The Emerson-Brantingham Company, as a "name" began in 1909, but its' roots are firmly entrenched back to the 1850's. This was the beginning of the mechanized revolution that forever changed farming in America. John H. Manny was what many would refer to as an ambitious tinkerer. He was obsessed with helping his father make farming easier.

One of the hardest chores about the farm in those days was harvesting wheat. Manny, along with several other inventors including Cyrus McCormick were racing to see who could "build a better mousetrap" that would greatly reduce the manual labor involved in the mowing, gathering, tying, and stacking of the wheat from the fields. Manny, along with his father, Pells Manny, had developed a horse drawn machine that did just that. His successes came fast and convincing. In 1852, his machine won the coveted Gold Medal for Achievement at competitive trial in New York.

Because of both the supply of natural resources and proximity to the growing agricultural heartland, Manny moved his operation to Rockford, Illinois. There he was introduced to the Talcott brothers; Wait and Sylvester. They were both impressed with Manny's integrity and enthusiasm and bought in to his invention as investors. The company became J.H. Manny and Company in 1854 and soon was heralded as the largest manufacturer of reapers in the world.

Later that same year, financier and business leader Ralph Emerson (cousin of Ralph Waldo) joined the firm. They saw mechanical brilliance with no financial guidance and quickly turned the company into a very profitable venture. During this time, Cyrus McCormick decided that HIS machine was being "infringed" upon and filed a suit against Manny. The most significant aspect of this part of the history is that Manny's lawyer was a self taught country lawyer from Springfield, IL., a Mr. Abe Lincoln. Even more coincidently, McCormick's lawer was a Mr. Stanton. Mr. Stanton eventually became Secretary of War Mr. Stanton under President Lincoln. The trial ended with a victory for Lincoln and Manny. Unfortunately, Manny took ill and passed away in 1856 at the tender age of 30.

After Manny's death, the company changed its name to Talcott, Emerson, and Co. and continued to build on the 28 plus patents that Manny had left. The company grew at a high rate and several years later became the Emerson Manufacturing Company.

Emerson, always eager to expand, went out and sought those individuals, both technical and financial, who could take his company to the next level of performance. One of those individuals was Charles S. Brantingham, who up until that time had been applying his business savvy at the Nelson Knitting Company in Rockford. He brought a much broader business approach to the Emerson Company. His reputation was as a ruthless competitor, a fair employer, and a model citizen. He had visions of a global business that would supply the world with agricultural equipment.

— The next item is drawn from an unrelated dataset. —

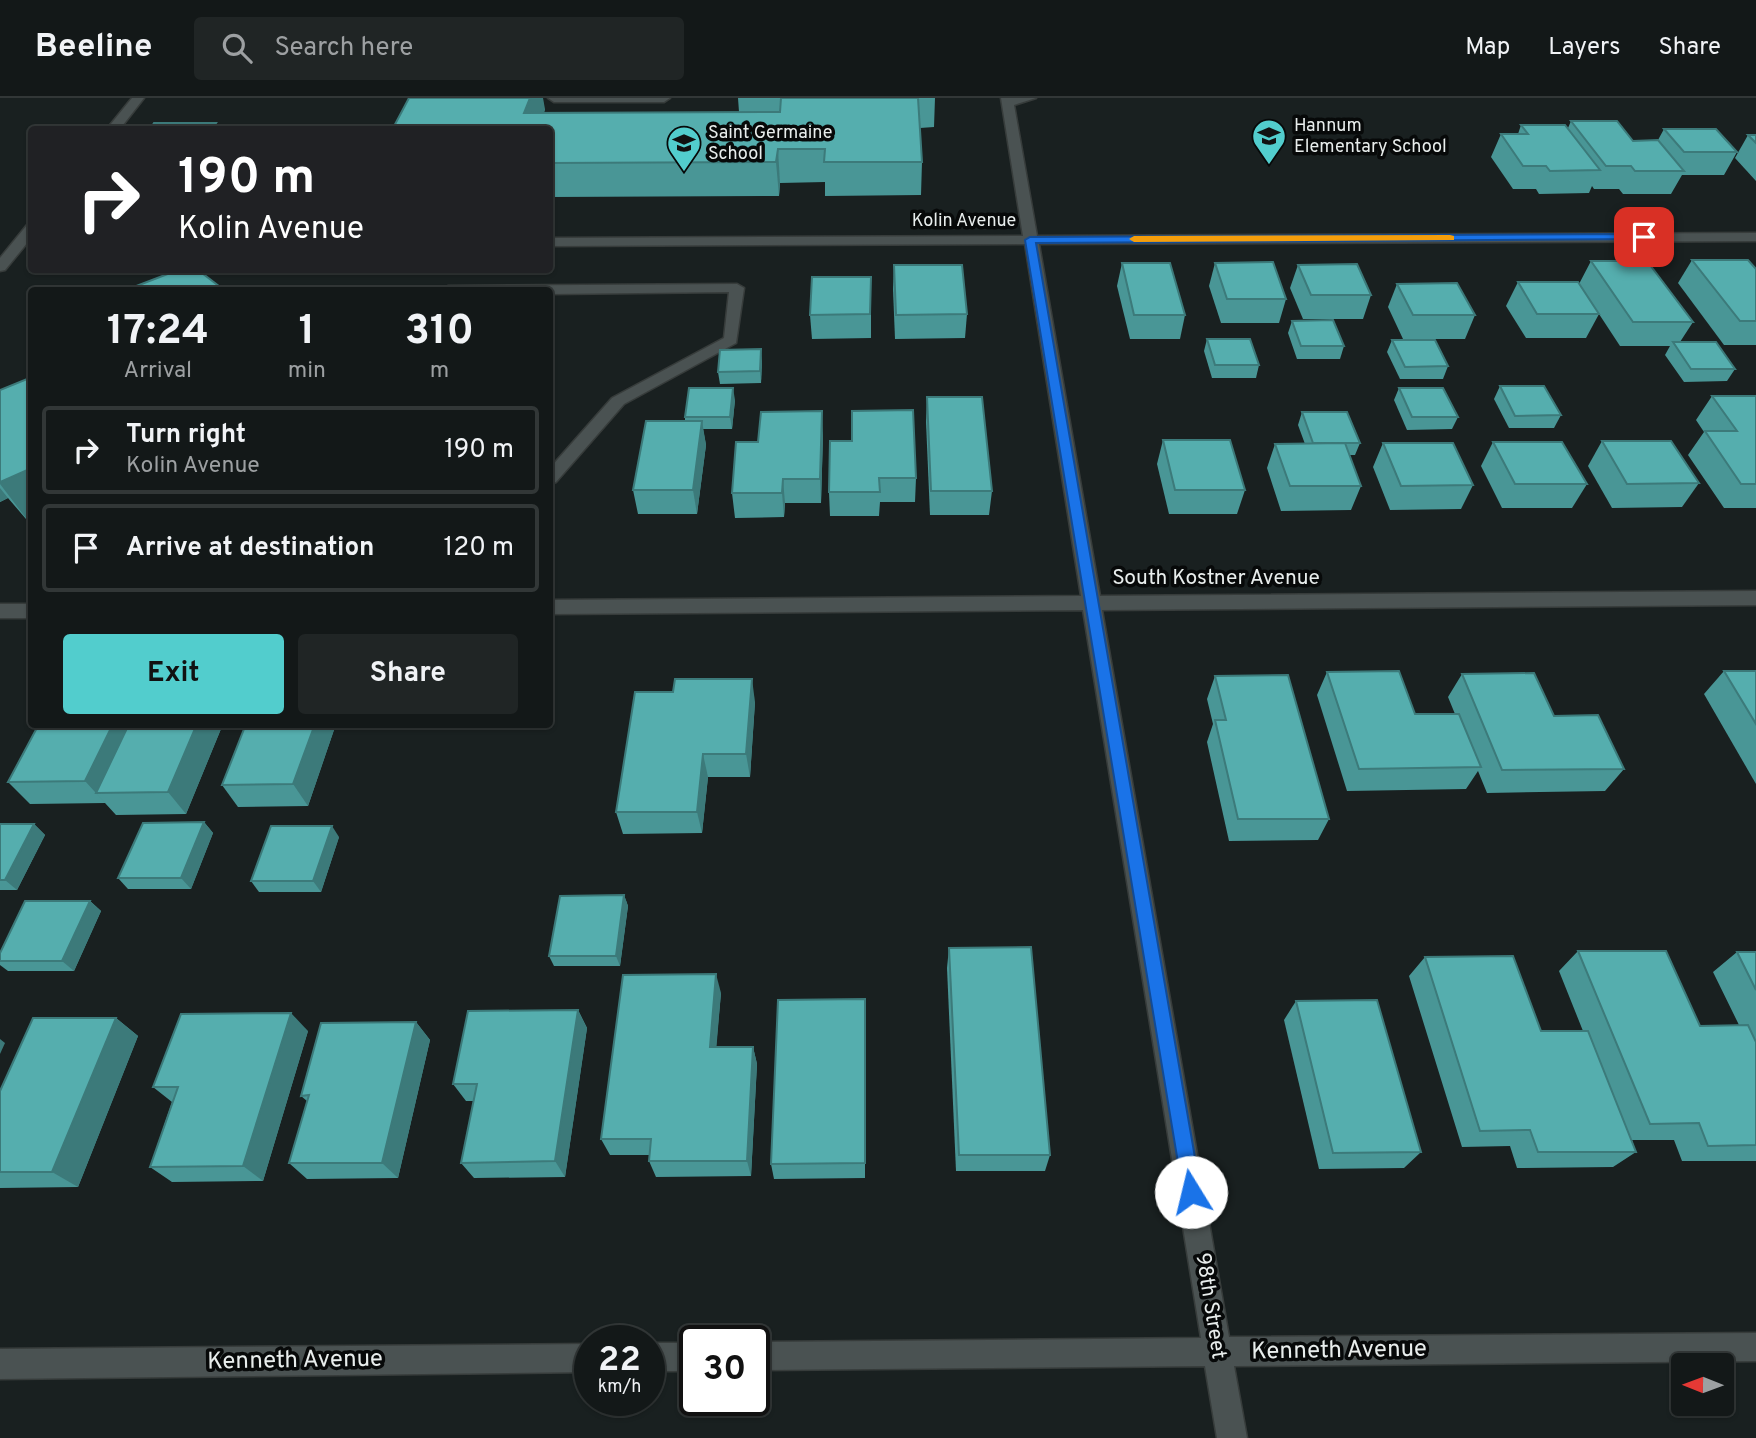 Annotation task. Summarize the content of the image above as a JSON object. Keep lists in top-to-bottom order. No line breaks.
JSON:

Part of that vision was to expand rapidly. One way to do that was to "not reinvent the wheel". He needed a company that produced high quality steam engines. He acquired the Geiser Mfg. Co. in Pennsylvania. He needed to expand the tillage business, so he jumped on the opportunity to acquire the Osborne Co. Osborne was in the process of being divested from the International Harvestor Co. because of a monopoly suite with the government. He saw a need for carrying and hauling. He acquired the Pontiac Buggy Co. and the Newton Wagon Works. There was a demand for more auxiliary gas engines so he obtained the Rockford Gas Engine Co. Capitalization was increasing at a record rate.


His last acquisition was the Big Four Tractor Co. from Minneapolis, MN. This company built huge tractors that were used to break and plow huge tracts of land in the west as farming moved in that direction. Brantingham was able to acquire Big Four fairly cheaply because the demand for the monster tractors (these were machines whose rear wheels alone stood over 8 feet tall!) was dwindling rapidly. With the uncertain financial situation in the country and with the move to smaller, more efficient farms, the need for these beasts became less and less. And with the demise of the steam engine, EB already had one division in serious financial trouble. Now their two biggest money makers ..... WEREN'T! A close neighboring company was lurking in the wings. JI Case out of Racine, WI watched closely as EB fell further and further behind. Their particularly keen interest was in the plant and facilities and the 28 vital patents that EB held. Finally, in 1928 (November), the Emerson Brantingham Co. fell to the hands of Case. For what it's worth, Emerson Brantingham was one of the last of over 800 implement companies to fall prey to the times.